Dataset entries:
= = = = =
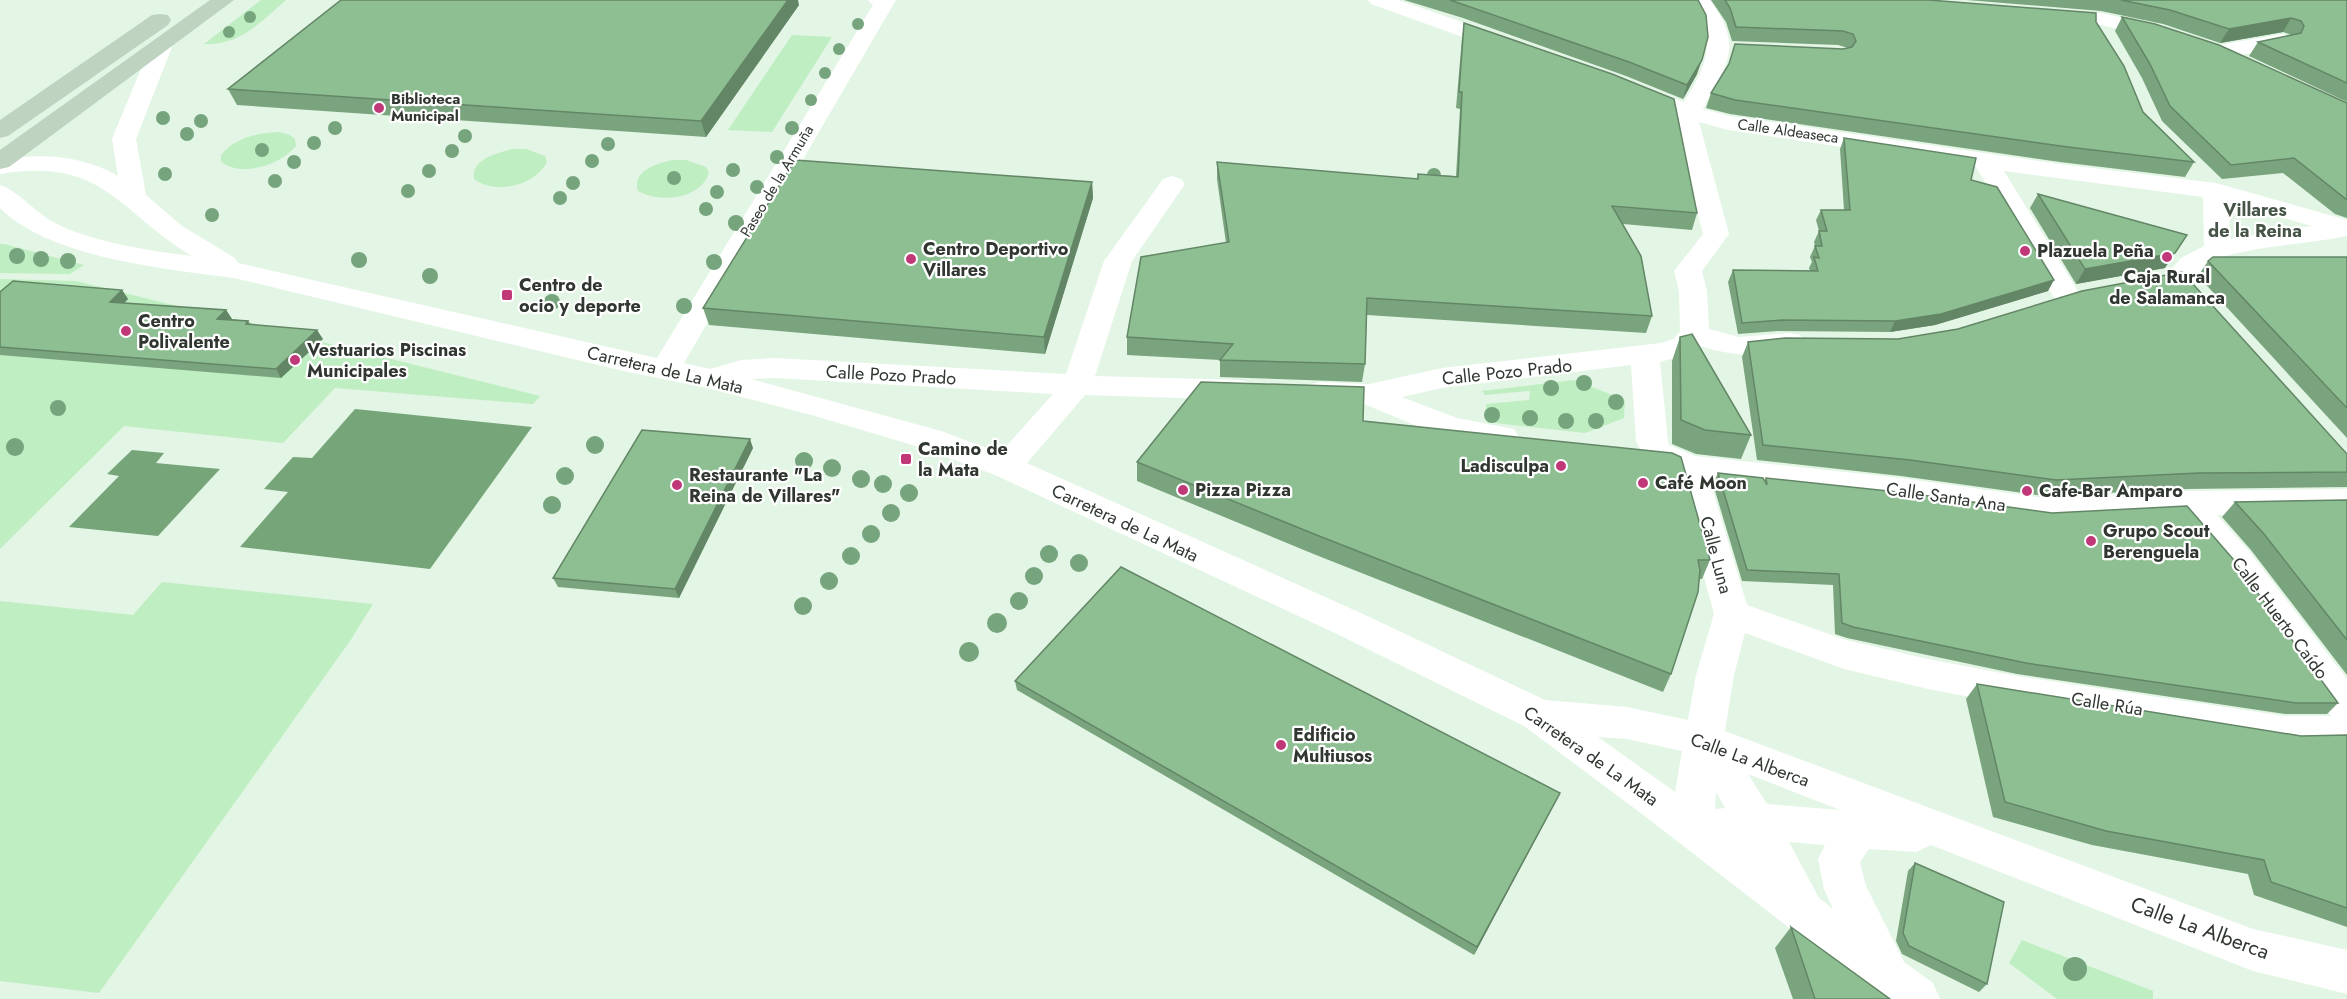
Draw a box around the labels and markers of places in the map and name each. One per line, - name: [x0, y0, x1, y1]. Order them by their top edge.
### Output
- place label: Biblioteca Municipal: [391, 88, 460, 127]
- marker: Biblioteca Municipal: [372, 101, 386, 115]
- place label: Centro Deportivo Villares: [922, 236, 1069, 283]
- place label: Plazuela Peña: [2037, 238, 2154, 264]
- marker: Plazuela Peña: [2018, 244, 2032, 258]
- marker: Caja Rural de Salamanca: [2160, 250, 2174, 264]
- marker: Centro Deportivo Villares: [904, 252, 918, 266]
- place label: Caja Rural de Salamanca: [2109, 264, 2225, 311]
- place label: Centro de ocio y deporte: [519, 272, 641, 319]
- marker: Centro de ocio y deporte: [500, 288, 514, 302]
- place label: Centro Polivalente: [138, 308, 230, 355]
- marker: Centro Polivalente: [119, 324, 133, 338]
- place label: Vestuarios Piscinas Municipales: [306, 337, 466, 384]
- marker: Vestuarios Piscinas Municipales: [288, 353, 302, 367]
- place label: Camino de la Mata: [918, 436, 1008, 483]
- marker: Camino de la Mata: [899, 452, 913, 466]
- place label: Ladisculpa: [1461, 453, 1549, 479]
- marker: Ladisculpa: [1554, 459, 1568, 473]
- place label: Restaurante "La Reina de Villares": [689, 462, 840, 509]
- place label: Café Moon: [1655, 470, 1747, 496]
- marker: Café Moon: [1636, 476, 1650, 490]
- place label: Pizza Pizza: [1195, 477, 1291, 503]
- marker: Restaurante "La Reina de Villares": [670, 478, 684, 492]
- place label: Cafe-Bar Amparo: [2039, 478, 2183, 504]
- marker: Pizza Pizza: [1176, 483, 1190, 497]
- marker: Cafe-Bar Amparo: [2020, 484, 2034, 498]
- place label: Grupo Scout Berenguela: [2103, 518, 2210, 565]
- marker: Grupo Scout Berenguela: [2084, 534, 2098, 548]
- place label: Edificio Multiusos: [1293, 722, 1372, 769]
- marker: Edificio Multiusos: [1274, 738, 1288, 752]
= = = = =
Problem requirements:
Each record above is to be returned unchanged, while any picture it holds stays out.

Output for this exercise:
Draw a box around the labels and markers of places in the map and name each. One per line, - name: [x0, y0, x1, y1]. Order them by their top edge.
### Output
- place label: Biblioteca Municipal: [391, 88, 460, 127]
- marker: Biblioteca Municipal: [372, 101, 386, 115]
- place label: Centro Deportivo Villares: [922, 236, 1069, 283]
- place label: Plazuela Peña: [2037, 238, 2154, 264]
- marker: Plazuela Peña: [2018, 244, 2032, 258]
- marker: Caja Rural de Salamanca: [2160, 250, 2174, 264]
- marker: Centro Deportivo Villares: [904, 252, 918, 266]
- place label: Caja Rural de Salamanca: [2109, 264, 2225, 311]
- place label: Centro de ocio y deporte: [519, 272, 641, 319]
- marker: Centro de ocio y deporte: [500, 288, 514, 302]
- place label: Centro Polivalente: [138, 308, 230, 355]
- marker: Centro Polivalente: [119, 324, 133, 338]
- place label: Vestuarios Piscinas Municipales: [306, 337, 466, 384]
- marker: Vestuarios Piscinas Municipales: [288, 353, 302, 367]
- place label: Camino de la Mata: [918, 436, 1008, 483]
- marker: Camino de la Mata: [899, 452, 913, 466]
- place label: Ladisculpa: [1461, 453, 1549, 479]
- marker: Ladisculpa: [1554, 459, 1568, 473]
- place label: Restaurante "La Reina de Villares": [689, 462, 840, 509]
- place label: Café Moon: [1655, 470, 1747, 496]
- marker: Café Moon: [1636, 476, 1650, 490]
- place label: Pizza Pizza: [1195, 477, 1291, 503]
- marker: Restaurante "La Reina de Villares": [670, 478, 684, 492]
- place label: Cafe-Bar Amparo: [2039, 478, 2183, 504]
- marker: Pizza Pizza: [1176, 483, 1190, 497]
- marker: Cafe-Bar Amparo: [2020, 484, 2034, 498]
- place label: Grupo Scout Berenguela: [2103, 518, 2210, 565]
- marker: Grupo Scout Berenguela: [2084, 534, 2098, 548]
- place label: Edificio Multiusos: [1293, 722, 1372, 769]
- marker: Edificio Multiusos: [1274, 738, 1288, 752]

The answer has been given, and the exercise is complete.